Thing #3: Speaking of blue skies, my favorite way to greet the morning is atop a mountain range. Over the years, I've climbed many mountains during the night, including Mt Sinai in its desert, in order to watch the soft dawn colors ebb in over the peaks until the blue washes them away and stamps the scene with its clarity. I think it's no wonder that many religions affirm themselves on mountain peaks after a night's watch.
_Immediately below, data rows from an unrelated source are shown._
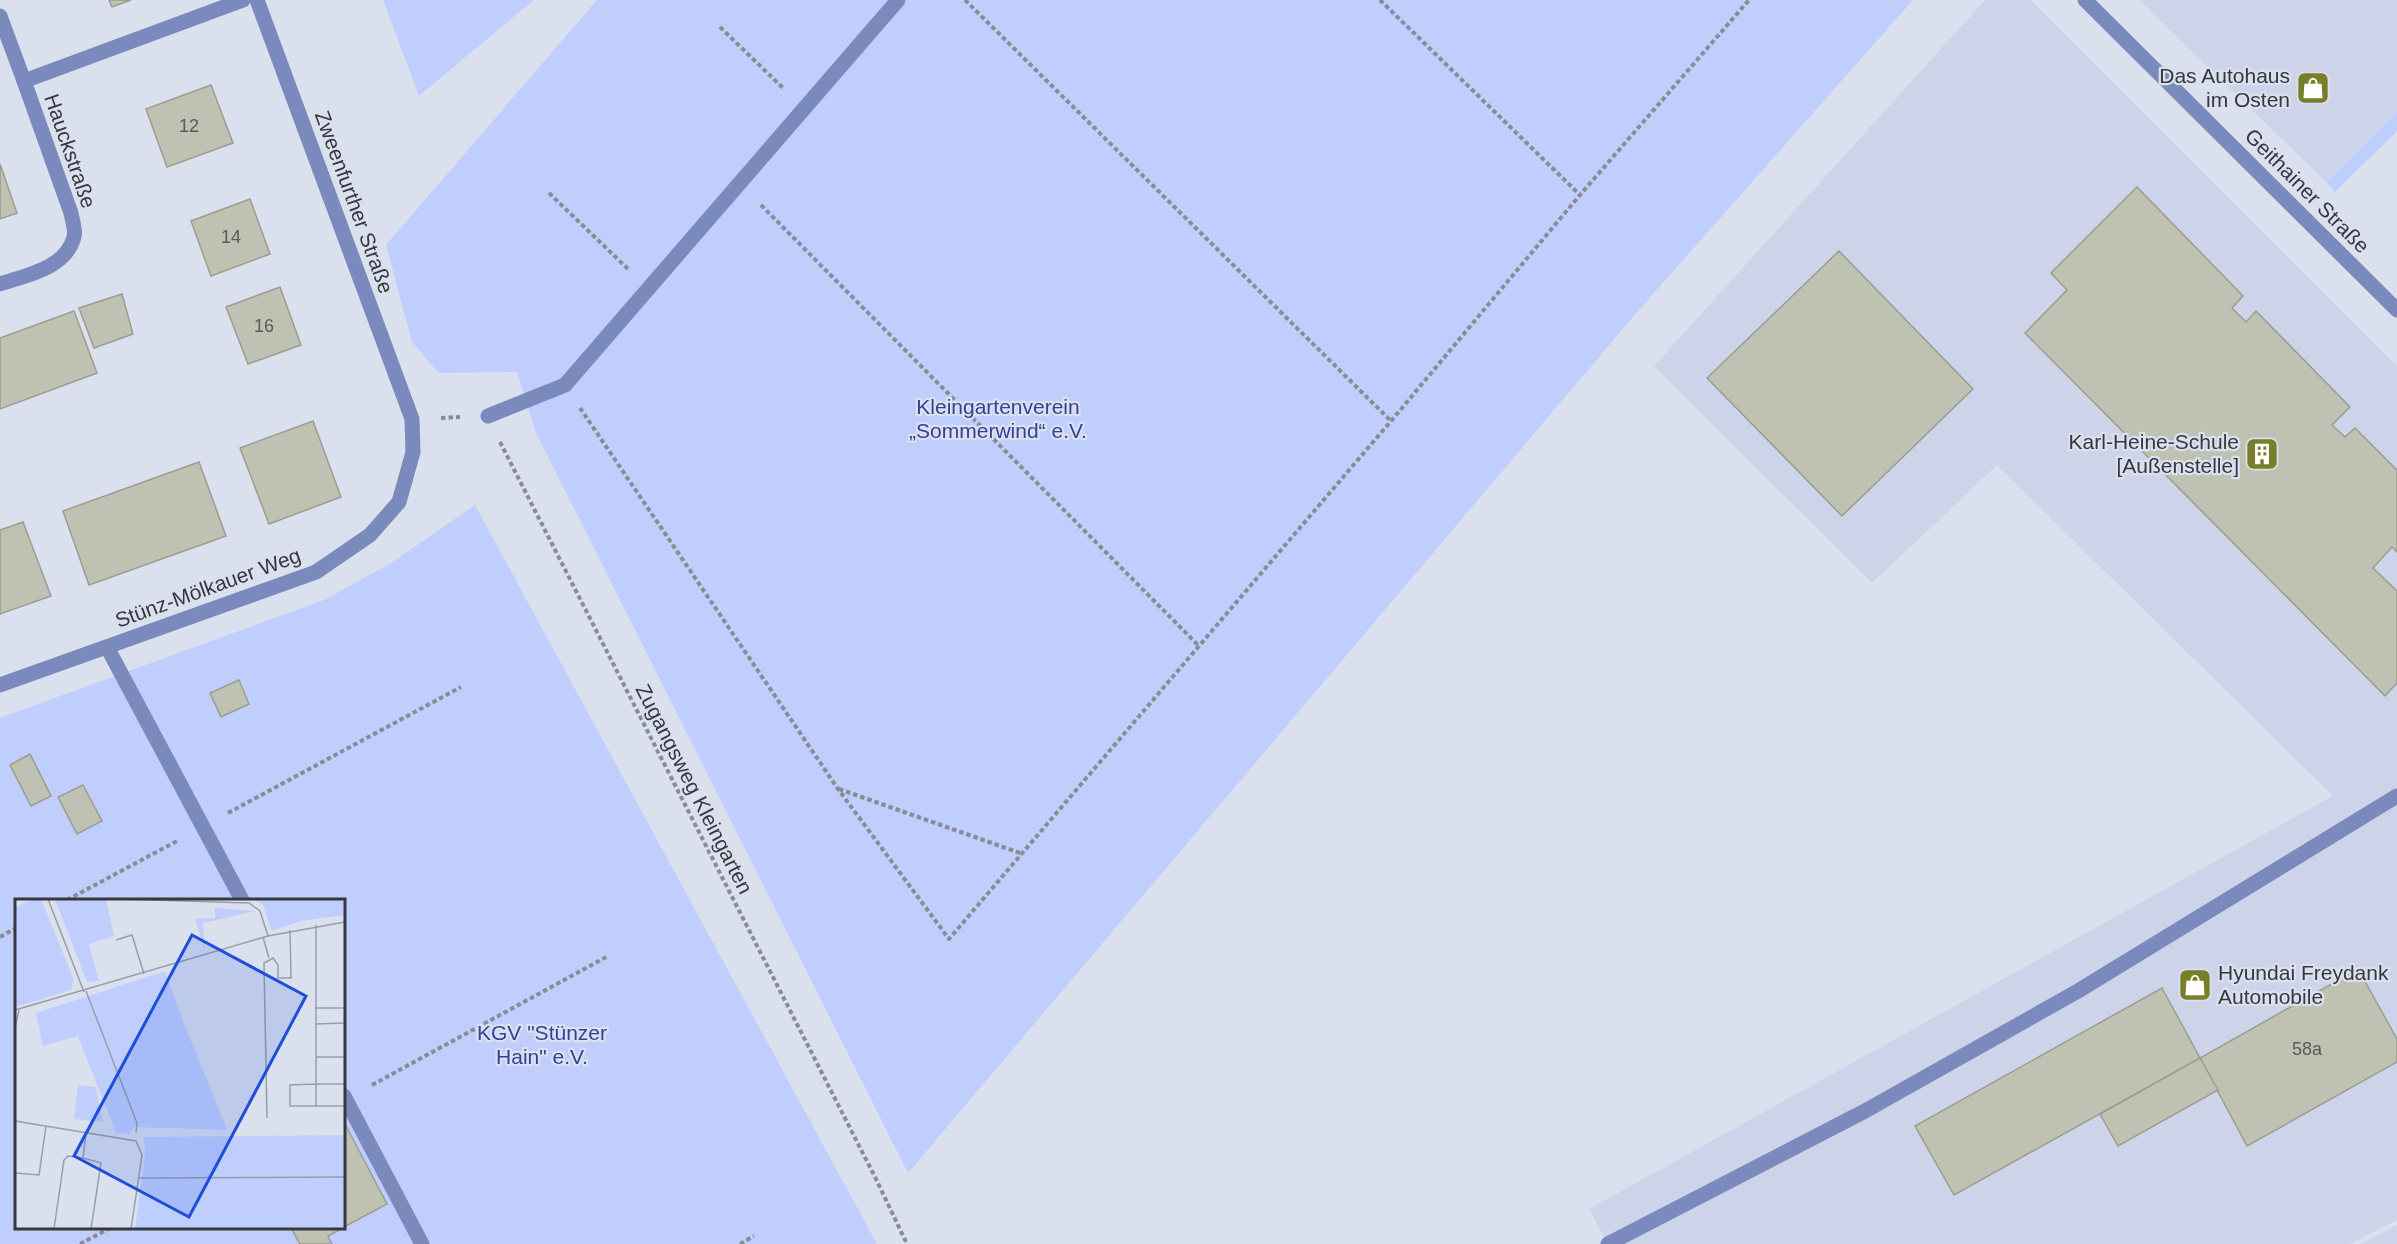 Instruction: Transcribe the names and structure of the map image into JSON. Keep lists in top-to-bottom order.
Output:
{
  "streets": {
    "street": [
      "Hauckstraße",
      "Geithainer Straße",
      "Zweenfurther Straße",
      "Stünz-Mölkauer Weg"
    ],
    "path": ["Zugangsweg Kleingarten"]
  },
  "crossings": [
    ["Zweenfurther Straße", "Stünz-Mölkauer Weg"]
  ],
  "parks": ["Kleingartenverein „Sommerwind“ e.V.", "KGV \"Stünzer Hain\" e.V."],
  "places": {
    "shop": ["Das Autohaus im Osten", "Hyundai Freydank Automobile"],
    "building": ["Karl-Heine-Schule [Außenstelle]"]
  },
  "house_numbers": [
    "12",
    "14",
    "16",
    "58a"
  ]
}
Thing #4: But getting lost, even when I'm heading toward a looming mountain, is my real skill. The running joke goes something like: I'm driving my (red) soccer-mom van filled with women expecting to go out for lunch, when my youngest, on his way to the babysitter, pipes up, "Mom, are we lost yet?" With my husband asleep at my side, I've even driven into an armed Syrian encampment, somehow mistaking it for the route to Damascus; the guards, unfamiliar with the term "lost," waved me in. Now that I'm blessed with GPS in my current (red) SUV, I never turn it off, even to drive home from work. Nothing taken for granted in this category.
Thing #5: Because I have this finely-honed skill for getting lost AND because I don't care for daredevil drivers in
my road space, I've developed this imaginary James-Bond-style (I know James Bond and imaginary are redundant, but go with me here) defensive road equalizer device. When a car flying down the road rudely ramps in front of me (or my EO neighbor) without even a signal, or when he's impatiently tailgating and jockeying around or otherwise dangerously trying to prove the laws of physical matter (two objects cannot occupy the same space at the same time), I don't have to curse or pump my fist at him. Instead, I push this button that seems to do nothing else in my car and vividly picture a set of silvery sharp rotating blades levering out from my axle (you've seen the movie), aiming straight for his tires, shredding them and (voila!) reducing his speed -- to zero. Plenty of time then to rethink his hurry. (Haven't figured out yet what to do with his car stopped in the middle of traffic, but I'm working on it . . .)
Thing #6: What, still one more thing? Really, I'm not cut out to handle this. My graduate studies in behavioural psychology alerted me to my problem. Taking the Myers-Briggs psychological typing test at the Army War College in Carlisle, PA, only confirmed it. Short and informal as that test was, I had to retake it several times before they agreed I belonged in that small and pitiful group who refuse to be typed. "Fill out this form, ma'am" is now a phrase guaranteed to bring on the shudders and strip away all my self-confidence. I stay healthy so I don't have to go to the doctor's office and fill out those endless forms; my kids didn't dare get sick. I have a library card because all the librarian wanted from me was my driver's license and a piece of mail;
she filled out the form. When we bought my new car, my husband had to fill out everything but my signature, while I walked around the showroom and admired the sleek colors and newest buttons.
So, dear
Amy, much as I love you, I hope you did this because you're fond of my quirks. (See #1.) And I hope
Linda,
Korie,
Maili,
Corey, and
Amy and Kelli will forgive the audacity with which I pass this on to you.